_What is needed:_ Extract the full listing verbatim and drop any pictures from your copy.

_The input:_

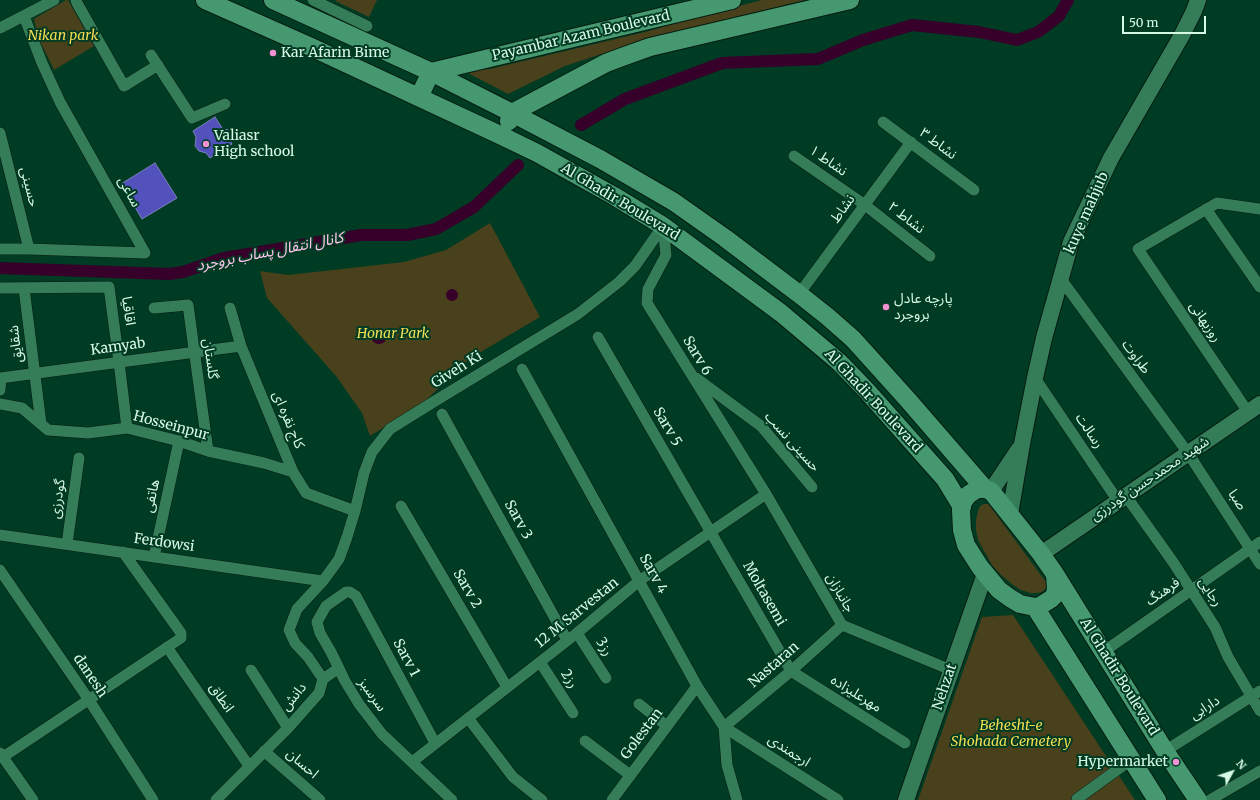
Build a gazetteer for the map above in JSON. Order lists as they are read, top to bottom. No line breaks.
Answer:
{"streets":{"main road":["Payambar Azam Boulevard","Al Ghadir Boulevard"],"street":["نشاط ۳","نشاط ۱","حسینی","ساعی","نشاط","kuye mahjub","نشاط ۲","اقاقیا","روزبهانی","شقایق","Kamyab","Sarv 6","طراوت","گلستان","Giveh Ki","کاج نقره ای","Hosseinpur","Sarv 5","رسالت","حسینی نسب","شهید محمدحسن گودرزی","هاتفی","گودرزی","صبا","Sarv 3","Ferdowsi","Sarv 4","Sarv 2","فرهنگ","رجایی","جانبازان","Moltasemi","12 M Sarvestan","رز3","Sarv 1","Nastaran","danesh","رز2","Nehzat","مهرعلیزاده","سرسبز","دانش","انطاق","دارابی","Golestan","ارجمندی","احسان"]},"crossings":[["Payambar Azam Boulevard","Al Ghadir Boulevard"],["نشاط ۳","نشاط"],["نشاط ۱","نشاط"],["نشاط ۱","نشاط ۲"],["حسینی","ساعی"],["Al Ghadir Boulevard","نشاط"],["Al Ghadir Boulevard","kuye mahjub"],["Al Ghadir Boulevard","Sarv 6"],["Al Ghadir Boulevard","Giveh Ki"],["Al Ghadir Boulevard","شهید محمدحسن گودرزی"],["Al Ghadir Boulevard","فرهنگ"],["Al Ghadir Boulevard","دارابی"],["نشاط","نشاط ۲"],["kuye mahjub","طراوت"],["kuye mahjub","رسالت"],["اقاقیا","شقایق"],["اقاقیا","Kamyab"],["اقاقیا","Hosseinpur"],["روزبهانی","شهید محمدحسن گودرزی"],["شقایق","Kamyab"],["شقایق","Hosseinpur"],["Kamyab","گلستان"],["Kamyab","کاج نقره ای"],["Sarv 6","Giveh Ki"],["Sarv 6","حسینی نسب"],["Sarv 6","جانبازان"],["Sarv 6","12 M Sarvestan"],["طراوت","شهید محمدحسن گودرزی"],["طراوت","صبا"],["گلستان","Hosseinpur"],["Giveh Ki","کاج نقره ای"],["Giveh Ki","Ferdowsi"],["Giveh Ki","دانش"],["کاج نقره ای","Hosseinpur"],["Hosseinpur","هاتفی"],["Sarv 5","Moltasemi"],["Sarv 5","12 M Sarvestan"],["رسالت","شهید محمدحسن گودرزی"],["رسالت","رجایی"],["شهید محمدحسن گودرزی","صبا"],["شهید محمدحسن گودرزی","رجایی"],["هاتفی","Ferdowsi"],["گودرزی","Ferdowsi"],["صبا","فرهنگ"],["Sarv 3","12 M Sarvestan"],["Ferdowsi","دانش"],["Sarv 4","12 M Sarvestan"],["Sarv 4","Nastaran"],["Sarv 4","Golestan"],["Sarv 4","ارجمندی"],["Sarv 2","12 M Sarvestan"],["فرهنگ","رجایی"],["رجایی","دارابی"],["جانبازان","12 M Sarvestan"],["جانبازان","Nastaran"],["جانبازان","Nehzat"],["Moltasemi","12 M Sarvestan"],["Moltasemi","Nastaran"],["Moltasemi","مهرعلیزاده"],["12 M Sarvestan","رز3"],["12 M Sarvestan","Sarv 1"],["12 M Sarvestan","رز2"],["12 M Sarvestan","سرسبز"],["Sarv 1","سرسبز"],["Nastaran","مهرعلیزاده"],["Nastaran","ارجمندی"],["دانش","انطاق"],["دانش","احسان"]],"water":["کانال انتقال پساب بروجرد"],"parks":["Nikan park","Honar Park","Behesht-e Shohada Cemetery"],"places":["Kar Afarin Bime","Valiasr High school","پارچه عادل بروجرد","Hypermarket"],"scale_bar":"50 m","north":"top right"}
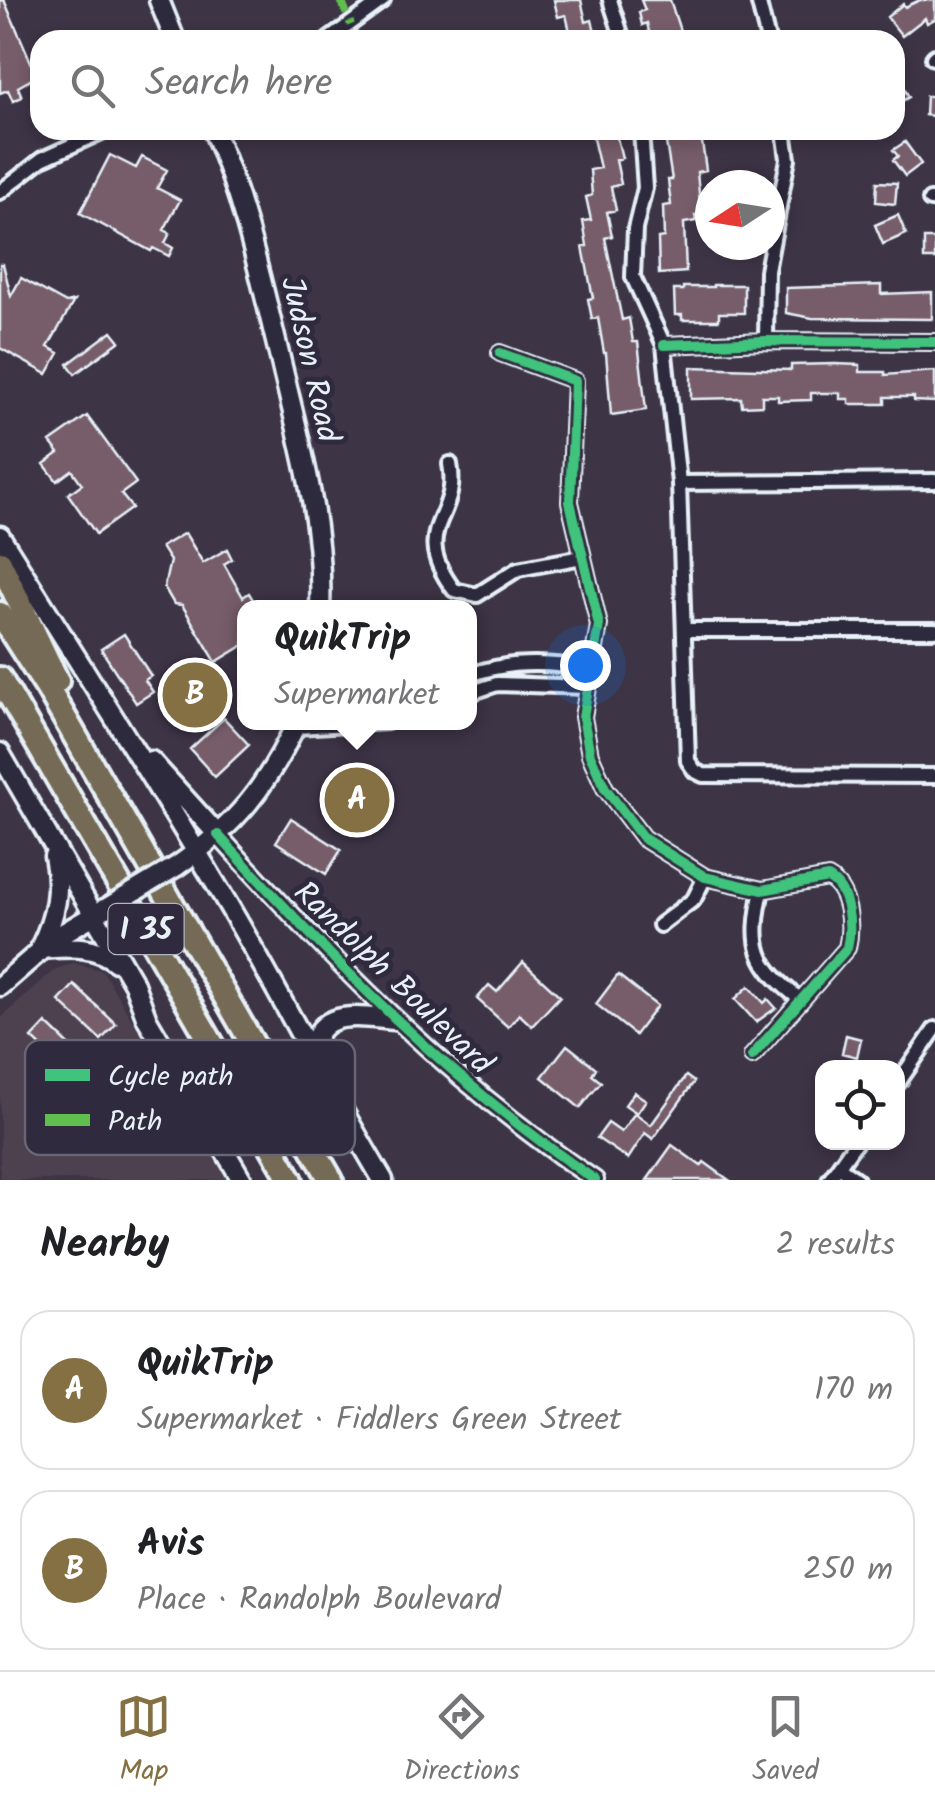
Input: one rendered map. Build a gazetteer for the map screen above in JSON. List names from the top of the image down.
{
  "streets": {
    "highway": ["I 35"],
    "main road": ["Judson Road", "Randolph Boulevard"]
  },
  "legend": ["Cycle path", "Path"],
  "north": "left",
  "page": {
    "search": "Search here",
    "popup": ["QuikTrip", "Supermarket"],
    "pins": ["B", "A"],
    "heading": ["Nearby", "2 results"],
    "list": [
      {
        "mark": "A",
        "name": "QuikTrip",
        "note": "Supermarket · Fiddlers Green Street",
        "value": "170 m"
      },
      {
        "mark": "B",
        "name": "Avis",
        "note": "Place · Randolph Boulevard",
        "value": "250 m"
      }
    ],
    "nav": ["Map", "Directions", "Saved"]
  }
}
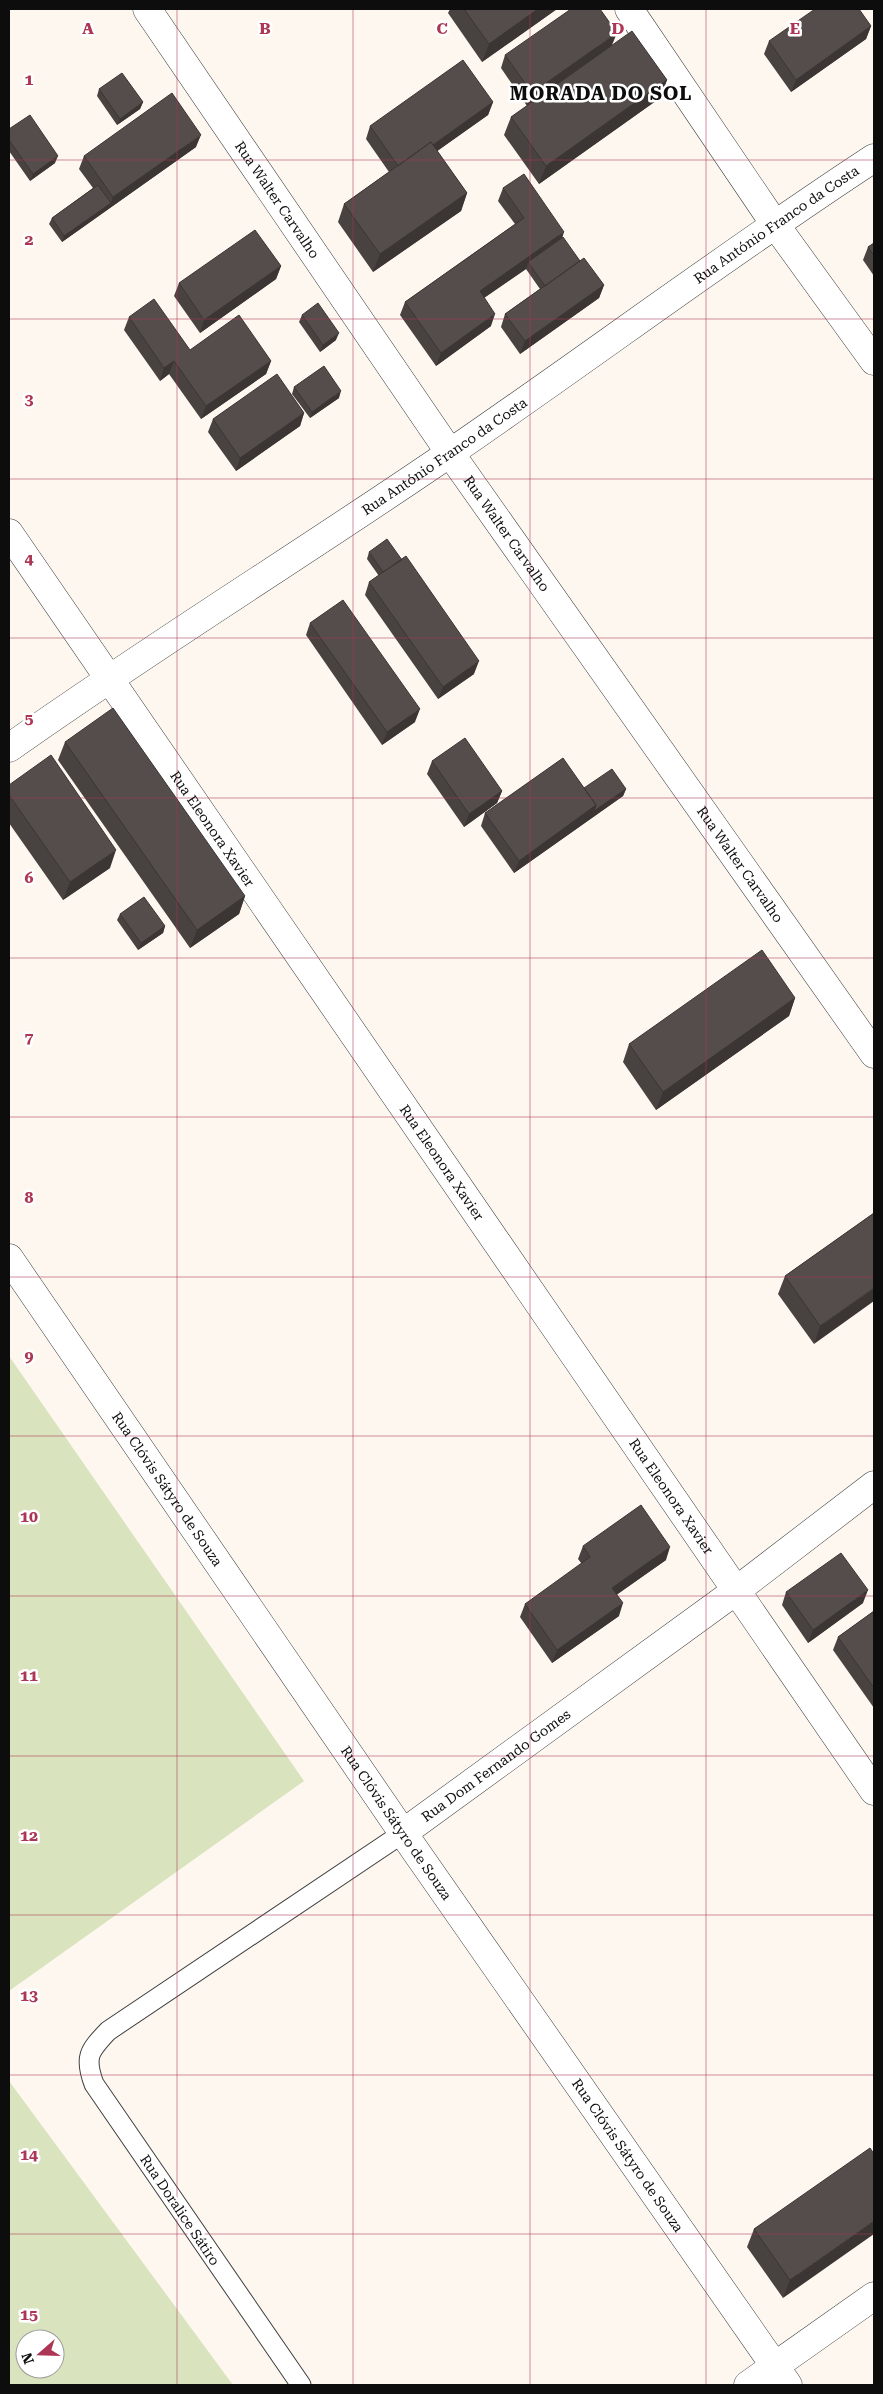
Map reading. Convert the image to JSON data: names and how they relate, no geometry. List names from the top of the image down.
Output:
{
  "streets": {
    "street": [
      "Rua Walter Carvalho",
      "Rua António Franco da Costa",
      "Rua Eleonora Xavier",
      "Rua Clóvis Sátyro de Souza",
      "Rua Dom Fernando Gomes"
    ],
    "lane": ["Rua Doralice Sátiro"]
  },
  "crossings": [
    ["Rua Walter Carvalho", "Rua António Franco da Costa"],
    ["Rua António Franco da Costa", "Rua Eleonora Xavier"],
    ["Rua Eleonora Xavier", "Rua Dom Fernando Gomes"],
    ["Rua Clóvis Sátyro de Souza", "Rua Dom Fernando Gomes"],
    ["Rua Dom Fernando Gomes", "Rua Doralice Sátiro"]
  ],
  "districts": ["MORADA DO SOL"],
  "north": "left",
  "grid": {
    "columns": [
      "A",
      "B",
      "C",
      "D",
      "E"
    ],
    "rows": [
      "1",
      "2",
      "3",
      "4",
      "5",
      "6",
      "7",
      "8",
      "9",
      "10",
      "11",
      "12",
      "13",
      "14",
      "15"
    ]
  }
}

_Result for this exercise:_
Build a gazetteer for the map above in JSON. Order lists as they are read, top to bottom. No line breaks.
Answer:
{"streets":{"main road":["Payambar Azam Boulevard","Al Ghadir Boulevard"],"street":["نشاط ۳","نشاط ۱","حسینی","ساعی","نشاط","kuye mahjub","نشاط ۲","اقاقیا","روزبهانی","شقایق","Kamyab","Sarv 6","طراوت","گلستان","Giveh Ki","کاج نقره ای","Hosseinpur","Sarv 5","رسالت","حسینی نسب","شهید محمدحسن گودرزی","هاتفی","گودرزی","صبا","Sarv 3","Ferdowsi","Sarv 4","Sarv 2","فرهنگ","رجایی","جانبازان","Moltasemi","12 M Sarvestan","رز3","Sarv 1","Nastaran","danesh","رز2","Nehzat","مهرعلیزاده","سرسبز","دانش","انطاق","دارابی","Golestan","ارجمندی","احسان"]},"crossings":[["Payambar Azam Boulevard","Al Ghadir Boulevard"],["نشاط ۳","نشاط"],["نشاط ۱","نشاط"],["نشاط ۱","نشاط ۲"],["حسینی","ساعی"],["Al Ghadir Boulevard","نشاط"],["Al Ghadir Boulevard","kuye mahjub"],["Al Ghadir Boulevard","Sarv 6"],["Al Ghadir Boulevard","Giveh Ki"],["Al Ghadir Boulevard","شهید محمدحسن گودرزی"],["Al Ghadir Boulevard","فرهنگ"],["Al Ghadir Boulevard","دارابی"],["نشاط","نشاط ۲"],["kuye mahjub","طراوت"],["kuye mahjub","رسالت"],["اقاقیا","شقایق"],["اقاقیا","Kamyab"],["اقاقیا","Hosseinpur"],["روزبهانی","شهید محمدحسن گودرزی"],["شقایق","Kamyab"],["شقایق","Hosseinpur"],["Kamyab","گلستان"],["Kamyab","کاج نقره ای"],["Sarv 6","Giveh Ki"],["Sarv 6","حسینی نسب"],["Sarv 6","جانبازان"],["Sarv 6","12 M Sarvestan"],["طراوت","شهید محمدحسن گودرزی"],["طراوت","صبا"],["گلستان","Hosseinpur"],["Giveh Ki","کاج نقره ای"],["Giveh Ki","Ferdowsi"],["Giveh Ki","دانش"],["کاج نقره ای","Hosseinpur"],["Hosseinpur","هاتفی"],["Sarv 5","Moltasemi"],["Sarv 5","12 M Sarvestan"],["رسالت","شهید محمدحسن گودرزی"],["رسالت","رجایی"],["شهید محمدحسن گودرزی","صبا"],["شهید محمدحسن گودرزی","رجایی"],["هاتفی","Ferdowsi"],["گودرزی","Ferdowsi"],["صبا","فرهنگ"],["Sarv 3","12 M Sarvestan"],["Ferdowsi","دانش"],["Sarv 4","12 M Sarvestan"],["Sarv 4","Nastaran"],["Sarv 4","Golestan"],["Sarv 4","ارجمندی"],["Sarv 2","12 M Sarvestan"],["فرهنگ","رجایی"],["رجایی","دارابی"],["جانبازان","12 M Sarvestan"],["جانبازان","Nastaran"],["جانبازان","Nehzat"],["Moltasemi","12 M Sarvestan"],["Moltasemi","Nastaran"],["Moltasemi","مهرعلیزاده"],["12 M Sarvestan","رز3"],["12 M Sarvestan","Sarv 1"],["12 M Sarvestan","رز2"],["12 M Sarvestan","سرسبز"],["Sarv 1","سرسبز"],["Nastaran","مهرعلیزاده"],["Nastaran","ارجمندی"],["دانش","انطاق"],["دانش","احسان"]],"water":["کانال انتقال پساب بروجرد"],"parks":["Nikan park","Honar Park","Behesht-e Shohada Cemetery"],"places":["Kar Afarin Bime","Valiasr High school","پارچه عادل بروجرد","Hypermarket"],"scale_bar":"50 m","north":"top right"}
Input: one rendered map. Build a gazetteer for the map screen above in JSON. List names from the top of the image down.
{
  "streets": {
    "highway": ["I 35"],
    "main road": ["Judson Road", "Randolph Boulevard"]
  },
  "legend": ["Cycle path", "Path"],
  "north": "left",
  "page": {
    "search": "Search here",
    "popup": ["QuikTrip", "Supermarket"],
    "pins": ["B", "A"],
    "heading": ["Nearby", "2 results"],
    "list": [
      {
        "mark": "A",
        "name": "QuikTrip",
        "note": "Supermarket · Fiddlers Green Street",
        "value": "170 m"
      },
      {
        "mark": "B",
        "name": "Avis",
        "note": "Place · Randolph Boulevard",
        "value": "250 m"
      }
    ],
    "nav": ["Map", "Directions", "Saved"]
  }
}
Map reading. Convert the image to JSON data: names and how they relate, no geometry. List names from the top of the image down.
Output:
{
  "streets": {
    "street": [
      "Rua Walter Carvalho",
      "Rua António Franco da Costa",
      "Rua Eleonora Xavier",
      "Rua Clóvis Sátyro de Souza",
      "Rua Dom Fernando Gomes"
    ],
    "lane": ["Rua Doralice Sátiro"]
  },
  "crossings": [
    ["Rua Walter Carvalho", "Rua António Franco da Costa"],
    ["Rua António Franco da Costa", "Rua Eleonora Xavier"],
    ["Rua Eleonora Xavier", "Rua Dom Fernando Gomes"],
    ["Rua Clóvis Sátyro de Souza", "Rua Dom Fernando Gomes"],
    ["Rua Dom Fernando Gomes", "Rua Doralice Sátiro"]
  ],
  "districts": ["MORADA DO SOL"],
  "north": "left",
  "grid": {
    "columns": [
      "A",
      "B",
      "C",
      "D",
      "E"
    ],
    "rows": [
      "1",
      "2",
      "3",
      "4",
      "5",
      "6",
      "7",
      "8",
      "9",
      "10",
      "11",
      "12",
      "13",
      "14",
      "15"
    ]
  }
}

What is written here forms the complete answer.